The stores selling overpriced jars of pickles or expensive cuts of hormone-free lamb bring in a new clientele who also spend their money in the old-school mom-and-pop shops that continue to dominate Kensington. Cecilia Espinoza, a sunny, middle-aged Salvadoran, has been running the Latin American Emporium, a small grocery store and takeout restaurant, since she moved to Kensington 25 years ago. “When I first came,” she says, “there were a lot of Latin Americans living and shopping here. But they’ve moved away, and in the last five years, there have been more Canadians. That’s also a good thing.” Those “Canadians”—by which she means, of course, white, or at least ethnically indeterminate, shoppers—tend to travel and be more interested in exploring different foods. “New shops like Sanagan’s,” she adds, “bring in more of them.”

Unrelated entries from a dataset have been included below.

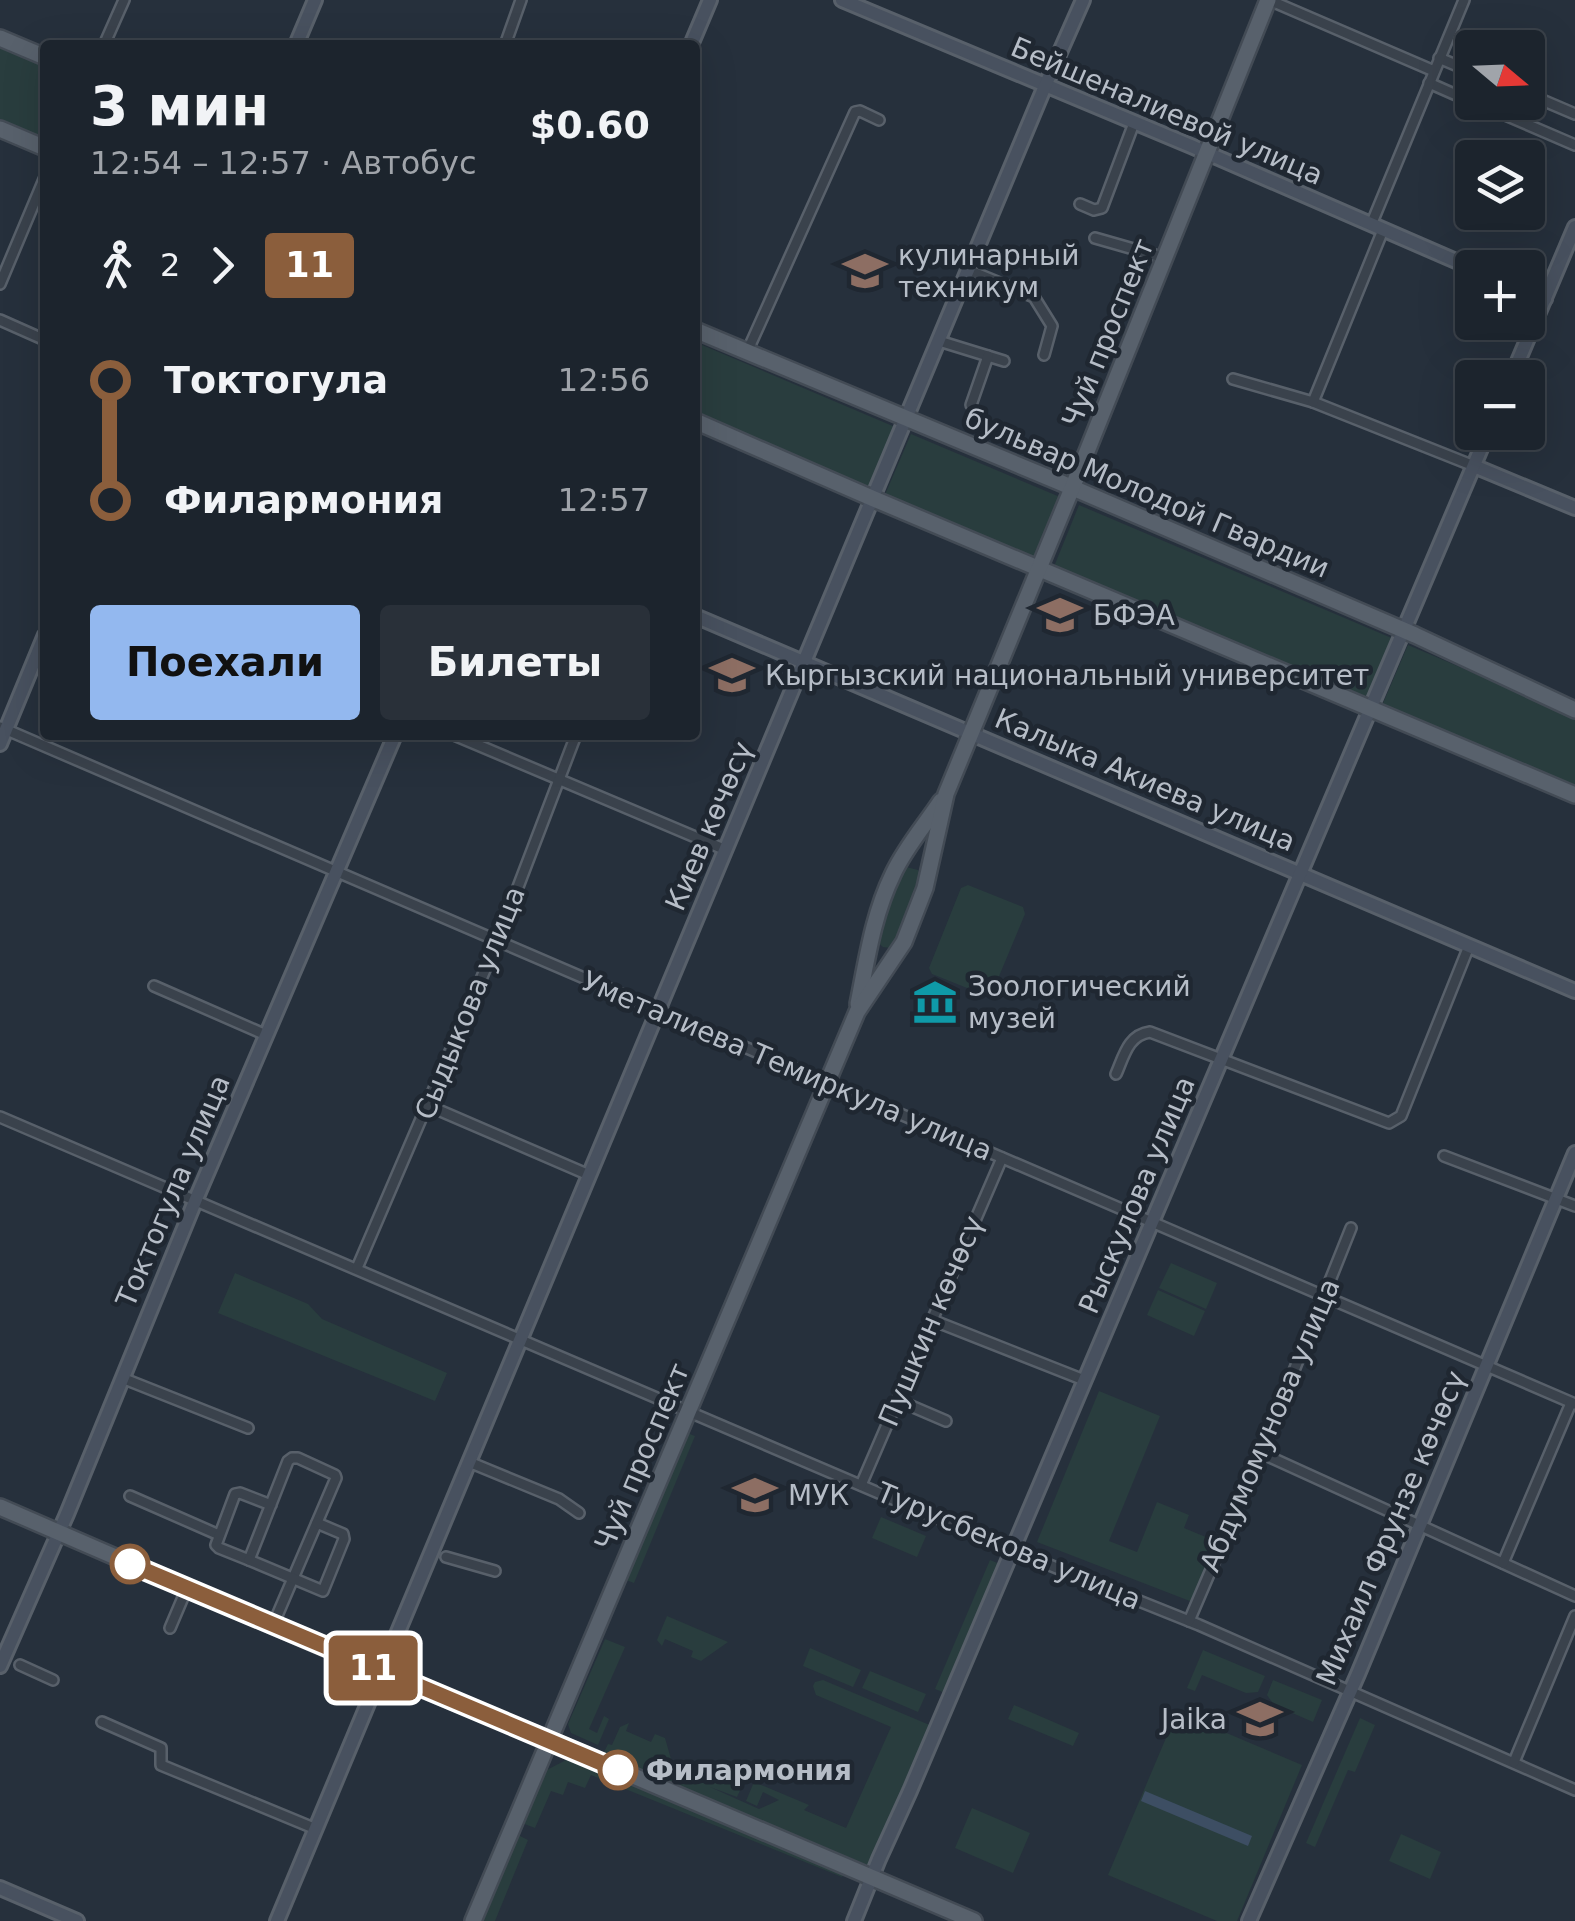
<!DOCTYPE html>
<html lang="ru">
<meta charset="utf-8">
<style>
:root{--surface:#1c242d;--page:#293039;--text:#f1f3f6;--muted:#a0a4aa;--line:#3a4149;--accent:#93b8ef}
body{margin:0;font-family:"DejaVu Sans",sans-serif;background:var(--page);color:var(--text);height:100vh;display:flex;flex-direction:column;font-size:38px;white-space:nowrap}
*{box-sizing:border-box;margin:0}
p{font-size:32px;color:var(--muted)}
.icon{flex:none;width:55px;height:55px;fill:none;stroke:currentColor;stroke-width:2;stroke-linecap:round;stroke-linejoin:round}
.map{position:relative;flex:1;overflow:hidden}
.details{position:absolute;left:40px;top:40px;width:660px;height:700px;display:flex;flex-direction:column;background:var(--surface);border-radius:10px;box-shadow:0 10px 40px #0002,0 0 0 2px var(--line)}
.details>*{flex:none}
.badge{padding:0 20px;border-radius:8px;font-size:35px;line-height:65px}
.needle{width:65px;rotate:109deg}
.tools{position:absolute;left:1455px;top:30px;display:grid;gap:20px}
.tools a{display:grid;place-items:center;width:90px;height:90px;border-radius:10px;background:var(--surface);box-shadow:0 10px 40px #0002,0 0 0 2px var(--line);font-size:50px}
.map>.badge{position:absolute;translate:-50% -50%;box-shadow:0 0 0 5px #fff}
.legs{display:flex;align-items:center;gap:15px;height:110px;padding:0 50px;font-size:32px}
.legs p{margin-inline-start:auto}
.summary{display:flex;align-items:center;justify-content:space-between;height:170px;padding:0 50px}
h1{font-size:55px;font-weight:800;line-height:75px}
.action{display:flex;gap:20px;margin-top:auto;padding:20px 50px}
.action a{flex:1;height:115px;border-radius:10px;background:var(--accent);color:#111;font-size:40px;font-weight:800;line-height:115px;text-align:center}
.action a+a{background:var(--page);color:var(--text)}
ul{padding:0 50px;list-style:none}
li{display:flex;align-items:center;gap:35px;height:120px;font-size:38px}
li i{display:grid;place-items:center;width:15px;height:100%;margin:0 12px;background:currentColor}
li i::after{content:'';width:25px;height:25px;margin:-12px;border:8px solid;border-radius:50%;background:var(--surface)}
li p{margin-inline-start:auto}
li:first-child i{background:linear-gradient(#0000 50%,currentColor 0)}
li:last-child i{background:linear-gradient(currentColor 50%,#0000 0)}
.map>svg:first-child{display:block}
</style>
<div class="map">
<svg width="1575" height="1921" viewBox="0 0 1575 1921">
<rect width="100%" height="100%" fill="#26303c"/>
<g fill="#293d3e">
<path d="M0 46 45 65V140L0 121Z"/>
<path d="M695 342 895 427 868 490 695 417Z"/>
<path d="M911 434 1060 497 1033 560 884 497Z"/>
<path d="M1079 505 1394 639 1367 702 1053 569Z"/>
<path d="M1408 645 1575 716V791L1381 708Z"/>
<path d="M906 867 918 870 922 877 900 940 891 948 883 947 877 942 899 872Z"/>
<path d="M968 885 1023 907 1025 914 992 993 987 996 932 974 929 968 961 888Z"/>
<path d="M1171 1263 1217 1283 1206 1309 1159 1288Z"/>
<path d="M235 1273 308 1304 322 1319 447 1373 435 1401 218 1313Z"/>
<path d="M1158 1290 1205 1311 1194 1336 1147 1315Z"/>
<path d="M1099 1391 1160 1416 1109 1541 1137 1552 1157 1502 1189 1515 1184 1528 1220 1543 1195 1603 1037 1542Z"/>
<path d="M687 1433 695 1436 634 1583 626 1580Z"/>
<path d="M881 1517 926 1536 917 1557 872 1538Z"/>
<path d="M990 1560 1000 1564 945 1693 935 1689Z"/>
<path d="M667 1616 728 1642 701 1661 691 1657 693 1651 665 1639 662 1646 657 1640Z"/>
<path d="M605 1639 625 1647 589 1729 597 1733 604 1716 609 1719 598 1745 571 1733 568 1724Z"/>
<path d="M810 1648 861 1670 853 1687 803 1666Z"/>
<path d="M1203 1650 1265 1676 1258 1692 1246 1693 1202 1675 1195 1691 1187 1688Z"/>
<path d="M870 1671 926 1694 918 1712 862 1688Z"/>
<path d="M823 1680 932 1726 870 1866 603 1754 608 1744 612 1745 620 1727 629 1723 626 1731 651 1742 655 1734 665 1738 675 1773 697 1782 702 1768 743 1784 737 1797 710 1787 759 1809 779 1800 763 1792 757 1806 746 1801 754 1782 809 1805 804 1810 846 1828 891 1727 816 1695 813 1686 815 1682Z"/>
<path d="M1273 1680 1322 1700 1313 1722 1274 1705 1267 1695Z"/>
<path d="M1014 1705 1079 1733 1073 1746 1008 1719Z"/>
<path d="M1177 1712 1302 1765 1237 1921H1217L1108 1875Z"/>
<path d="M1360 1718 1375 1725 1355 1772 1348 1770 1315 1847 1306 1843Z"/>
<path d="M566 1760 593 1769 845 1872 842 1877 591 1775 585 1788 568 1782 563 1795 551 1791 535 1828 522 1823 543 1772Z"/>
<path d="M972 1808 1030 1833 1013 1873 955 1848Z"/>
<path d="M1401 1834 1441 1852 1430 1879 1389 1861Z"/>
<path d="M518 1835 528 1840 495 1921H482Z"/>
</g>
<path fill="#3d4e63" d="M1145 1791 1252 1836 1248 1846 1141 1801Z"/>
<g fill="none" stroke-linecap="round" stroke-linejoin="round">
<g stroke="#58606a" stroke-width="14">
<g id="street">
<path d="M1269 0 1434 71"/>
<path d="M104 45 124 0"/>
<path d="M505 45 521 0"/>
<path d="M1439 58 1472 72"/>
<path d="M1429 83 1472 102"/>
<path d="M1528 94 1575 114"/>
<path d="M1475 102 1575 145"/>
<path d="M1080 204 1094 210 1102 208 1134 123"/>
<path d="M1371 225 1464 0"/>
<path d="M1095 238 1165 258"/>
<path d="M968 270 1034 297 1052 326 1044 355"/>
<path d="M0 284 45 177"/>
<path d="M0 320 45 340"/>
<path d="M939 341 1004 361"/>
<path d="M747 352 855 112 860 111 879 120"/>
<path d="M1233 379 1313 402 1474 466"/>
<path d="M1313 402 1383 230"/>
<path d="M971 405 988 356"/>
<path d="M0 727 1575 1404"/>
<path d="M454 735 726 850"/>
<path d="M154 986 266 1035"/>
<path d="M1116 1074C1124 1056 1128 1035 1150 1032L1389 1123 1401 1116 1469 946"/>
<path d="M429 1106 589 1175"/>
<path d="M0 1117 1012 1550 1199 1625 1575 1790"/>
<path d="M1444 1156 1575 1206"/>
<path d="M357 1268 497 942 576 735"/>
<path d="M932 1320 1084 1380"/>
<path d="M122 1378 248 1428"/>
<path d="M897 1400 946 1421"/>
<path d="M1261 1453 1575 1596"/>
<path d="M469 1462 559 1499 579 1513"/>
<path d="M861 1485 1002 1158"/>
<path d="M130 1496 219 1535"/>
<path d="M271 1505 240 1493 235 1494 216 1545 219 1548 249 1560 288 1461 292 1458H298L335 1475 336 1478 273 1625"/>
<path d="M446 1557 495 1571"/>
<path d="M249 1560 323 1591 344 1539 343 1534 317 1523"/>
<path d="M1503 1563 1571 1403"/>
<path d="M1189 1621 1261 1453 1351 1228"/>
<path d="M170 1628 187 1588"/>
<path d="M20 1665 53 1680"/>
<path d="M102 1722 161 1748V1765L316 1829"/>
<path d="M1514 1762 1575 1616"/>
</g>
</g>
<g stroke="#58606a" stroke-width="18">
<g id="secondary">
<path d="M842 0 1191 146 1472 268"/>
<path d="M296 45 315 0"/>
<path d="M691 45 710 0"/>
<path d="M1528 292 1545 299"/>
<path d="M1511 378 1575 227"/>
<path d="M1474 466 1575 508"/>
<path d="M695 616 1575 991"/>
<path d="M0 744 45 635"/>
<path d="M0 1666 67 1514 196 1199 395 735"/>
<path d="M0 1888 77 1921"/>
<path d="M277 1921 1045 86 1083 0"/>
<path d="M854 1921 879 1859 910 1791 1488 432"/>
<path d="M1249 1921 1358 1674 1575 1153"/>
</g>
</g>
<g stroke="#434b55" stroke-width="20">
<g id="primary">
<path d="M0 38 45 57"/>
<path d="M0 129 45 148"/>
<path d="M695 330 1059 482 1415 635 1575 710"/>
<path d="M695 421 874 499 1575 795"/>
<path d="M858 1004C867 959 873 915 893 874 905 848 925 825 941 801"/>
<path d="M0 1507 381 1672 549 1740 974 1921"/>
<path d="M473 1921 857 1012 904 942 925 888 946 794 1082 464 1268 0"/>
</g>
</g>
<use href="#street" stroke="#3a424c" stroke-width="9"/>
<use href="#secondary" stroke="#48515f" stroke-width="12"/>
<use href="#primary" stroke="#58616c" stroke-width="15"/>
</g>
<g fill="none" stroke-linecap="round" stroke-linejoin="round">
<g stroke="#fff" stroke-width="22">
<path id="line-1" d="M130 1564 618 1770"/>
</g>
<use href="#line-1" stroke="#8b5e3c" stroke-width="15"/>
</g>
<defs>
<g id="university-bare" transform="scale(3.45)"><path d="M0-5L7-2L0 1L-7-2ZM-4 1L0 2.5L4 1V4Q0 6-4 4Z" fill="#8d6e63" stroke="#1f2731" stroke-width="2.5" paint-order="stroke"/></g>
<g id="museum-bare" transform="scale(3.45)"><path d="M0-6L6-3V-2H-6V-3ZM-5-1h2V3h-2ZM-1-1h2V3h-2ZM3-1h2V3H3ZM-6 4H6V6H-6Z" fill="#0f9aa8" stroke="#1f2731" stroke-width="2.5" paint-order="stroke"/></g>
</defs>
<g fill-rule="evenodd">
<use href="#university-bare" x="865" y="271"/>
<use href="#university-bare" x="1060" y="615"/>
<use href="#university-bare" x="732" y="675"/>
<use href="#museum-bare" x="935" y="1002"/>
<use href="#university-bare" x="755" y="1495"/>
<use href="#university-bare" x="1260" y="1719"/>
</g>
<g fill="#fff" stroke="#8b5e3c" stroke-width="5">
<circle cx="130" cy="1564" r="18"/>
<circle cx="618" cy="1770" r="18"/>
</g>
<g text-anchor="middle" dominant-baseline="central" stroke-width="9" stroke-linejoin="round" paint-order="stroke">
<g font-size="28" fill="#b6bdc7" stroke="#1f2731">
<text transform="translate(1167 111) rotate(23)">Бейшеналиевой улица</text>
<text transform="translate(1108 333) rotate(-68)">Чуй проспект</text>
<text transform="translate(1147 493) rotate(23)">бульвар Молодой Гвардии</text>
<text transform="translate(1145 780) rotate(23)">Калыка Акиева улица</text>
<text transform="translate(709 826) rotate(-67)">Киев көчөсү</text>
<text transform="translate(470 1003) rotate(-68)">Сыдыкова улица</text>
<text transform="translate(787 1066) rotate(23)">Уметалиева Темиркула улица</text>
<text transform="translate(173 1191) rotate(-67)">Токтогула улица</text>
<text transform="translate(1137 1195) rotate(-67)">Рыскулова улица</text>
<text transform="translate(931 1321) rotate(-67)">Пушкин көчөсү</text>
<text transform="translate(1270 1425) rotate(-67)">Абдумомунова улица</text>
<text transform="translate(642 1457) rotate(-67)">Чуй проспект</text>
<text transform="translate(1391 1528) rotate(-67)">Михаил Фрунзе көчөсү</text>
<text transform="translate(1009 1546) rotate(23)">Турусбекова улица</text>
</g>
<g font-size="28" fill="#b6bdc7" stroke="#1f2731" text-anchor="start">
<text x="898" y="255">кулинарный<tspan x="898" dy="32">техникум</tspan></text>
<text x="1093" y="615">БФЭА</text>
<text x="765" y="675">Кыргызский национальный университет</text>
<text x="968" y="986">Зоологический<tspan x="968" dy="32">музей</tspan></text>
<text x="788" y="1495">МУК</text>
<text x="1227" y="1719" text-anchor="end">Jaika</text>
</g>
<g font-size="28" font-weight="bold" fill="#b6bdc7" stroke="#1f2731" text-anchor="start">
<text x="646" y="1770">Филармония</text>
</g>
</g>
</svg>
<div class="tools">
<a><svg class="needle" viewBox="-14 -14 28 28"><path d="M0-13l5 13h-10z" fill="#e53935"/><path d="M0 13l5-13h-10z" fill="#a0a4aa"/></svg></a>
<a><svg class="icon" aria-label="layers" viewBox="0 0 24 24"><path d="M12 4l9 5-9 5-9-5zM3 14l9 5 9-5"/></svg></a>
<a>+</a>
<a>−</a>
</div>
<b class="badge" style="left:373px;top:1668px;background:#8b5e3c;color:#fff">11</b>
<section class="details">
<div class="summary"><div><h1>3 мин</h1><p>12:54 – 12:57 · Автобус</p></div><b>$0.60</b></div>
<div class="legs"><svg class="icon" aria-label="walk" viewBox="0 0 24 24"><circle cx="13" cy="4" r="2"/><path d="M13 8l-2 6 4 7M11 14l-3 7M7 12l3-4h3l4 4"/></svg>2<svg class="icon" aria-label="forward" viewBox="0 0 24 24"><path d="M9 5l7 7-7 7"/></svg><b class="badge" style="background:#8b5e3c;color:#fff">11</b></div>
<ul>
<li><i style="color:#8b5e3c"></i><b>Токтогула</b><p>12:56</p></li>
<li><i style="color:#8b5e3c"></i><b>Филармония</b><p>12:57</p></li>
</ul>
<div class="action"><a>Поехали</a><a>Билеты</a></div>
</section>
</div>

These new shops and shopkeepers, even if they largely appeal to an affluent, exclusive clientele, are at least helping to ensure the future of Kensington as a food market. Unlike, say, London’s Camden Market, Kensington hasn’t become a tourist trap, nor has it calcified into a kind of boho theme park. The market still doesn’t feel cool in the way other neighbourhoods, just as they’re being “discovered,” feel cool, like the Junction did, or East ­Bayfront might in a couple of years. It’s both too familiar and too janky, an old sweater that smells like patchouli no matter how much you wash it.

For all the talk of Kensington Market as the heart and soul of Toronto, the irony is that it is so unlike the rest of the city. If Toronto is a city of neighbourhoods, as the cliché goes, then Kensington is a kind of proudly self-sufficient and strenuously independent mini-city within the city. Stubborn Kensington won’t be easily eradicated.